Considering the current state of the country – the terrible disappointment over the leading Olmert-Peretz team and the big fear of the Netanyahu-Lieberman alternative – choosing the perennial Peres is the lesser of evils. If Kadima wishes to remain vital, its grand mission now is to replace the prime minister. Olmert won't be delivering. He may take his entire party down with him, as the polls show.
If Olmert goes, what other feasible options among the ruling party are there? Two people: Tzipi Livni and Shimon Peres. Both of them aren't ideal – she's too young for the job, he's too old. But at times of no alternative, we must choose.
And in choosing between the two of them, I would prefer Peres at this junction. He, as an interim prime minister until elections, would be able to stabilize the political system, which so much needs calm. He will bring quiet.
Peres is a man of peace, and even at his old age, if there's an opportunity for negotiations, he won't miss it. At the same time, he's wise enough to realize that war can and always should be missed. If they listened to him, we wouldn't have found ourselves entangled in the second Lebanon war.
In any case, Olmert must go home. He has nothing more to sell us. In the past two weeks he opened his heart to any newspaper and channel across the country. I read most of the interviews and asked myself: What did he actually say?

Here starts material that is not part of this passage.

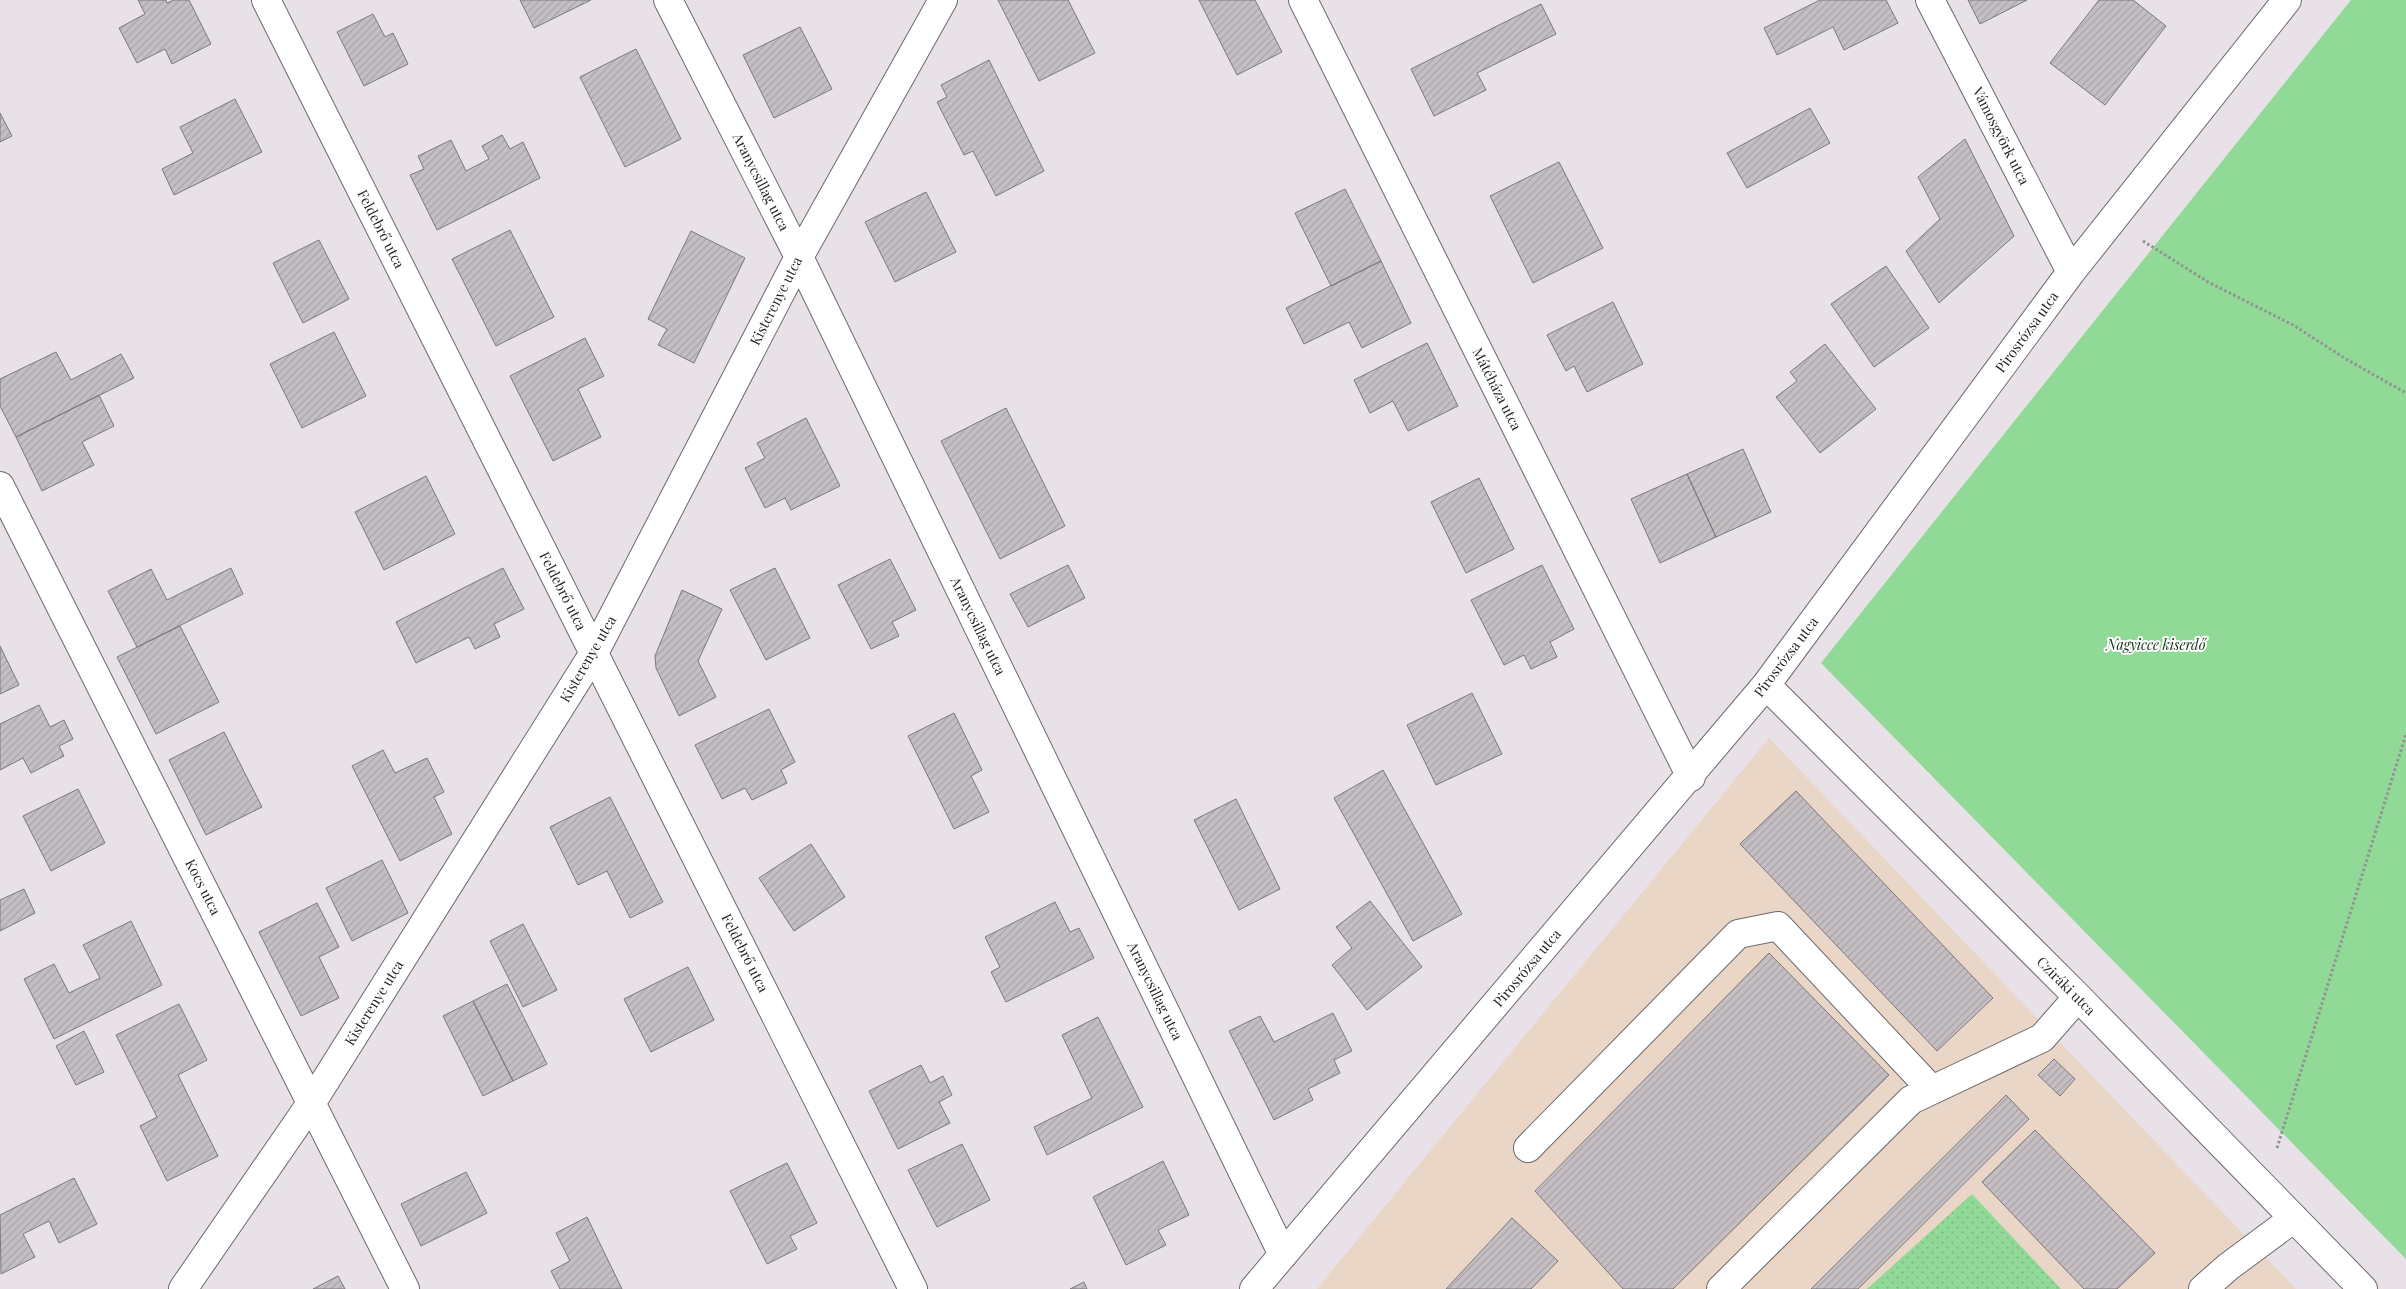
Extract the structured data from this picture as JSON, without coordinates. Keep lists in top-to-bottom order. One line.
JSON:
{"streets":{"street":["Vámosgyörk utca","Aranycsillag utca","Feldebrő utca","Kisterenye utca","Pirosrózsa utca","Mátéháza utca","Kocs utca","Cziráki utca"]},"crossings":[["Vámosgyörk utca","Pirosrózsa utca"],["Aranycsillag utca","Kisterenye utca"],["Aranycsillag utca","Pirosrózsa utca"],["Feldebrő utca","Kisterenye utca"],["Kisterenye utca","Kocs utca"],["Pirosrózsa utca","Mátéháza utca"],["Pirosrózsa utca","Cziráki utca"]],"parks":["Nagyicce kiserdő"]}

There was talk about his controversial Jerusalem apartment (ranging from the blueprints to the receipts,) about the captives (he swore not to leave Lebanon until we release them,) about the war (just and legitimate,) about Amir Peretz (a worthy partner,) and about the fact that even today he's certain, completely certain, that all his decisions were wise and proper.

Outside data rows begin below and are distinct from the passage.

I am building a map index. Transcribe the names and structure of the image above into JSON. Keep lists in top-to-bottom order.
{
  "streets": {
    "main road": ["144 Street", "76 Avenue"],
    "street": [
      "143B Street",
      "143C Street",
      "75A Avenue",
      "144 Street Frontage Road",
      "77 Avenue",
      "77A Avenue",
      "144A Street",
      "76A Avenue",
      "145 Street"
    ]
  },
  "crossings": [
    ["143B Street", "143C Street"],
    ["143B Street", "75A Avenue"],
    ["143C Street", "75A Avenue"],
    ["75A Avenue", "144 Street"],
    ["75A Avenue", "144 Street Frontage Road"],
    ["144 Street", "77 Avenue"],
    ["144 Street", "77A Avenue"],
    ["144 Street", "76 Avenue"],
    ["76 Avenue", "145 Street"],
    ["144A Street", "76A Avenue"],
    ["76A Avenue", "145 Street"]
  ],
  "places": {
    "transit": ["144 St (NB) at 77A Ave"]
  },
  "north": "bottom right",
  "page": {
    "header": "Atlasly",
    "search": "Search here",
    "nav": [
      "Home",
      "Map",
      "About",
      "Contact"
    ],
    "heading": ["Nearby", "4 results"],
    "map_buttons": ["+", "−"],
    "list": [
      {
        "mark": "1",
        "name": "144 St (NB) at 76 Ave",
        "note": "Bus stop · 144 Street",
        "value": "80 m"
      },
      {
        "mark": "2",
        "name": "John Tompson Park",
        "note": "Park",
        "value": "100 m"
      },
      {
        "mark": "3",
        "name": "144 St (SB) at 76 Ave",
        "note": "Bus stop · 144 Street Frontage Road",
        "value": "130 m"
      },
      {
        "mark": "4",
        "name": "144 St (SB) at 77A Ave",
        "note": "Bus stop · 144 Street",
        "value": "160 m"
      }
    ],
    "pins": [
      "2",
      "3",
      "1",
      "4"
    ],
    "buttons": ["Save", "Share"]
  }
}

He has no diplomatic vision, no insights regarding what happened, and no pangs of consciences. All he has is a wise guy's legal maneuvering, which is certainly not wise.

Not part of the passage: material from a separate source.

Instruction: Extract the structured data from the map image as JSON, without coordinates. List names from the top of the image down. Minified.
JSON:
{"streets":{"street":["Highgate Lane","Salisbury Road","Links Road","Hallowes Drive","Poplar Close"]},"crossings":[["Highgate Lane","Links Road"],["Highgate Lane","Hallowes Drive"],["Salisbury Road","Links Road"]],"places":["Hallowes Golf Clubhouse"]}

Arik Sharon had Dov Weisglass for this kind of talk. Ehud Olmert is his own Weisglass. The problem is that the seat above him is vacant. Empty. There's no leadership here. There's no vision here. There's certainly no credibility here. After reading through those many interviews, not only wouldn't I be buying a used car from this man - I wouldn't even buy a valve for my bicycle from him.
We must replace Olmert with Peres and go for a grand diplomatic movie. Syria is signaling that it wants negotiations. It's hard to exaggerate the importance of such talks for us. Syria, Iran's ally on the one hand, and Hizbullah's arms supplier on the other, is a central link in what we like to refer to as the "axis of evil."
And yet, Syria declared, and not once but rather, in a series of statements, and not by low-level officials but rather, from the horse's mouth, that it's interested in peace, and that this peace can be reached quickly, possibly even within six months.
Olmert doesn’t want to hear about negotiations with Syria. He apparently realizes that a prime minister with a seven percent approval rating cannot go for such a dramatic move. Shimon Peres, with the authority of the elder statesman and with the insight that such move could be the highlight of his long diplomatic creation, can certainly face this challenge.
Kadima officials are already starting to realize there's a problem here. The coalition chairman already spoke about Olmert's lack of leadership. Now, all that's left is to carry this out. Because if they don't undertake a cleanup and replace their leader - the public will replace them.